Vives em mim
Vives em mim, peçonha adocicada,
num canto de insectos cativos e no lamento
dos rosnados dos animais acorrentados nos quintais
despovoados de desprotegidas quintas.
Aquelas em que, das frontarias às janelas, tudo
se recobre no verde silvestre dos silvados e o chão
se alimenta da raiz putrefacta das urtigas.
Vives em mim nas desfolhadas das eiras
quando as moçoilas raparigas apregoam na barriga das saias
a luxúria adivinhada do achar do milho-rei. Mulheres infusas
no desejo a rebentar os corpetes por cima das blusas.
Vives em mim na mão cingida e na palavra comprimida
que me retém, múmia, ninfa ou bela adormecida,
no redondel palco da vida, no auge dos teus braços.

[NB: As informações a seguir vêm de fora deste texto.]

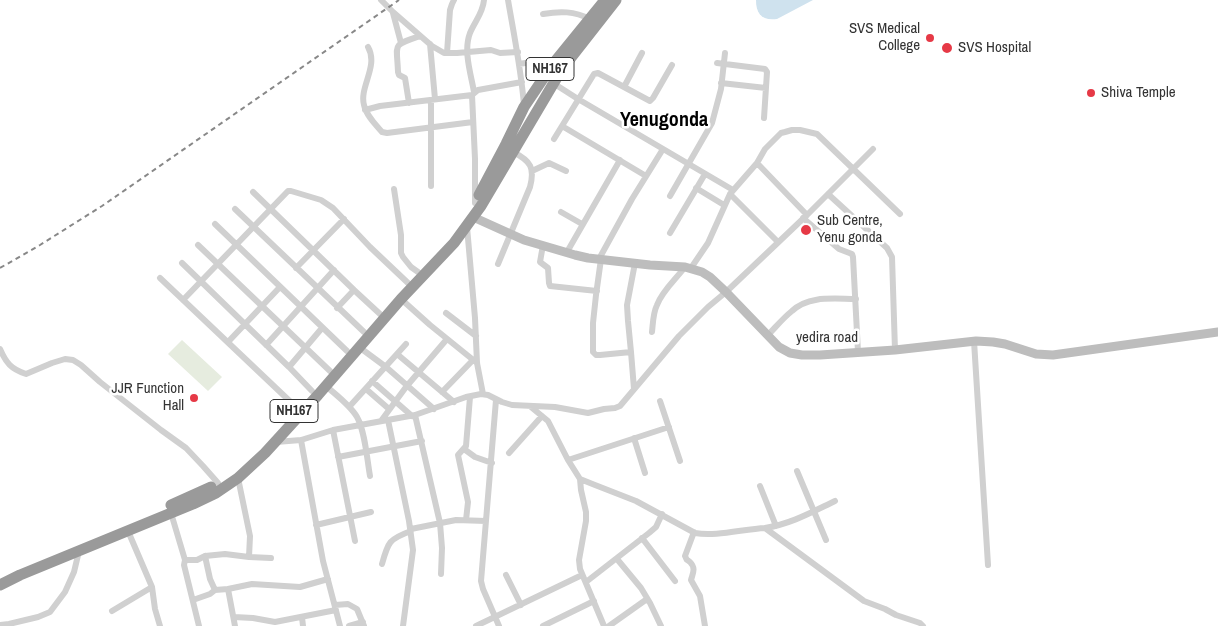 <!DOCTYPE html>
<html>
<head>
<meta charset="utf-8">
<style>
	body { margin:0 }
	canvas { display:block; background:#fff }
</style>
</head>
<body>
<canvas width="1218" height="626"></canvas>
<script>
const g = document.querySelector('canvas').getContext('2d');
g.lineJoin = 'round';
function fillPath(path, color) {
  g.fillStyle = color;
  g.fill(path, 'evenodd');
}
function trace(path, color, width, dash) {
  g.strokeStyle = color;
  g.lineWidth = width;
  g.lineCap = dash ? 'butt' : 'round';
  g.setLineDash(dash || []);
  g.stroke(path);
}
function drawText(font, color, halo, rows, align = 'center') {
  g.font = font + ' "Archivo Narrow",sans-serif';
  g.lineWidth = 5;
  g.setLineDash([]);
  g.textBaseline = 'middle';
  g.strokeStyle = halo;
  g.fillStyle = color;
  for (const [text, x, y, turn = 0] of rows) {
    g.save();
    g.translate(x, y);
    g.rotate((+turn || 0) * Math.PI / 180);
    g.textAlign = isNaN(turn) ? turn : align;
    if (halo) g.strokeText(text, 0, 0);
    g.fillText(text, 0, 0);
    g.restore();
  }
}
fillPath(new Path2D(`
	M182 340 222 377 208 391 168 354Z`), '#e6ecdf');
fillPath(new Path2D(`
	M756 0H813L777 19C762 21 756 14 756 0Z`), '#cfe2ee');
trace(new Path2D(`
	M381 0 393 12 432 46 444 53H457L491 50 500 53 518 52
	M508 0C514 35 521 69 524 105
	M393 13 401 43
	M543 14C560 11 574 11 590 19
	M430 44 435 99
	M368 47C379 66 359 87 364 105 366 115 375 124 382 132L387 133 473 122
	M447 53 450 10 452 4 454 0
	M717 63 765 69 767 72 764 118
	M519 64 538 61 553 64
	M553 83 578 99 733 190
	M721 83 766 88
	M624 87 642 53
	M474 92C471 74 463 51 470 33 475 21 483 13 484 0
	M431 100V186
	M409 103 405 78 399 75 398 72C397 43 391 46 420 36
	M365 110 380 106 472 95
	M562 126 646 176
	M554 139 594 74 598 73 650 101 653 98 672 65
	M757 163 807 215
	M532 171 549 163 566 171
	M696 188 724 205
	M394 189 401 235V253L403 257 411 267 418 272
	M253 192 354 290 380 314
	M730 194 778 242
	M828 194 887 248 892 257 895 350
	M670 196 712 123 721 89 725 53
	M475 203V159L472 95 478 90 522 82
	M235 209 364 332
	M561 212 582 224
	M803 218 839 249 852 254 853 257 858 352
	M215 224 347 351
	M467 227 475 318 477 363 483 394
	M670 233 705 174
	M198 245 330 371
	M543 245 540 262 548 268 549 283 550 286 597 291
	M567 252 620 160
	M599 259 632 199 663 149
	M601 259 596 295 593 323V352L596 355H600L631 352
	M182 263 289 367 312 391
	M498 264 530 187C535 168 531 161 513 152
	M296 268 344 219
	M691 268 708 243 730 194 757 163 765 149 781 133 785 132 792 130H800L817 134 900 214
	M160 278 297 408
	M401 299 430 325 477 363
	M183 300 288 191H291L321 200 333 208 370 247 408 283
	M337 308 354 290
	M446 313 476 336
	M652 332C653 323 653 313 657 305 662 291 676 279 685 267
	M767 336C775 328 783 318 792 311 809 295 834 299 856 299
	M974 341 988 565
	M228 342 280 287
	M266 345 334 270
	M359 347 386 367 434 409
	M0 349C6 363 11 369 26 374L52 363 65 359 73 360 81 365 100 382 161 430 186 448 203 466 218 483
	M397 354 454 402
	M289 367 322 328
	M372 381 412 416
	M326 386C336 395 350 405 357 417 365 431 367 459 370 476
	M366 389 389 409
	M634 389 631 352 628 321 627 305 635 263
	M442 392 473 360
	M496 400 481 581 483 589 499 626
	M660 401 680 461
	M349 407 406 344
	M531 407 548 421 568 460 580 479 595 485 636 501 695 533C715 537 744 529 765 528L864 601 885 609 896 615 920 623 923 626
	M415 415 440 523 442 548 441 574
	M388 420 409 521 413 550 403 626
	M381 421 406 387 447 339
	M333 430 355 541
	M634 438 645 473
	M301 440 323 561 340 626
	M276 442 301 440 333 430 415 415 466 397 481 394 488 395 502 402 512 405 555 407 588 413 604 409 615 408 620 406 679 336 708 307 726 292 807 215 873 149
	M464 449 475 457 492 463
	M509 453 542 416
	M338 457 422 441
	M568 460 669 427
	M797 471 826 540
	M580 479 581 490 586 512V521L579 560 580 569 604 626
	M760 486 776 526
	M171 513 185 560 184 565 199 626
	M466 520 468 502 458 455 466 446 470 397
	M316 525 371 512
	M765 528C791 524 812 512 835 501
	M411 529 456 520 486 521
	M128 531 152 587
	M694 532 685 556C688 562 685 558 690 562 696 568 693 573 691 580L700 596 705 626
	M642 538 675 581
	M205 556 225 554 249 557 250 536 238 478
	M249 557 271 558
	M617 559 641 588 650 603 661 626
	M185 560H197L205 556 210 579 215 590 210 594 193 600
	M382 564C388 542 389 539 411 531
	M506 575 521 605
	M586 582 649 533 656 527 662 514
	M228 589 252 584 300 587 328 579
	M215 590 228 589 235 626
	M335 605 348 604 357 609 364 626
	M112 611 152 587 155 609 160 626
	M234 617 253 618 275 622 336 610
	M302 617 303 626
	M0 625 9 624 38 617 50 612 65 592 74 572 79 551
	M349 626 363 622
	M476 626 582 575
	M543 626 594 601
	M609 626 647 599`), '#d0d0d0', 6);
trace(new Path2D(`
	M473 217 524 240 575 255 588 258 650 265 685 267 702 272 710 277 726 292 779 347 790 353 802 355H820L895 350 976 341 993 342 1005 344 1036 354 1053 355 1218 332`), '#bdbdbd', 9);
trace(new Path2D(`
	M479 195 506 144 524 107 553 64 605 0
	M171 505 211 487
	M0 585 20 575 193 504 216 493 238 478 265 453 318 395 401 299 454 243 481 206 562 69 616 0`), '#9a9a9a', 11);
trace(new Path2D(`
	M0 268 40 245 102 206 399 0`), '#888', 2, [5, 4]);
for (const [x, y, r, color] of [
	[930,38,5,"#e63946"],
	[947,48,6,"#e63946"],
	[1091,93,5,"#e63946"],
	[806,230,6,"#e63946"],
	[194,398,5,"#e63946"]
]) {
  const dot = new Path2D();
  dot.arc(x, y, r, 0, 2 * Math.PI);
  g.fillStyle = color;
  g.fill(dot);
  trace(dot, '#fff', 2);
}
for (const [x, y, w] of [
	[550,69,48],
	[294,411,48]
]) {
  const box = new Path2D();
  box.roundRect(x - w / 2, y - 11.5, w, 23, 4);
  g.fillStyle = '#fff';
  g.fill(box);
  trace(box, '#333', 1);
}
drawText('bold 14px', '#333', null, [
	["NH167",550,69],
	["NH167",294,411]
]);
drawText('15px', '#333', '#fff', [
	["SVS Medical",920,29,"right"],
	["College",920,46,"right"],
	["SVS Hospital",958,48],
	["Shiva Temple",1101,93],
	["Sub Centre,",817,221],
	["Yenu gonda",817,238],
	["JJR Function",184,389,"right"],
	["Hall",184,406,"right"]
], 'left');
drawText('15px', '#333', '#fff', [
	["yedira road",827,338]
]);
drawText('bold 20px', '#000', '#fff', [
	["Yenugonda",664,121]
]);
</script>
</body>
</html>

Tomas-me tua, perpetuamente insana e nua, em gestos
inteiros e logo repartidos,
por dentro do frio coalhado dos sentidos.
Nos nevoeiros povoados de gaivotas. Agiotas!
Nesta mescla em que os meus ímpetos rurais cruzam nos
primitivos instintos, os teus acometimentos marítimos.
Quando os teus olhos trigueiros adivinham os meus cheiros,
para lá dos pesados reposteiros onde se acabrunham
magoados, todos os pretéritos fados.
Vives em mim, num latente estado
em que se cruzam anjos mensageiros
e demónios encarapuçados ...
Vives em mim ...sim!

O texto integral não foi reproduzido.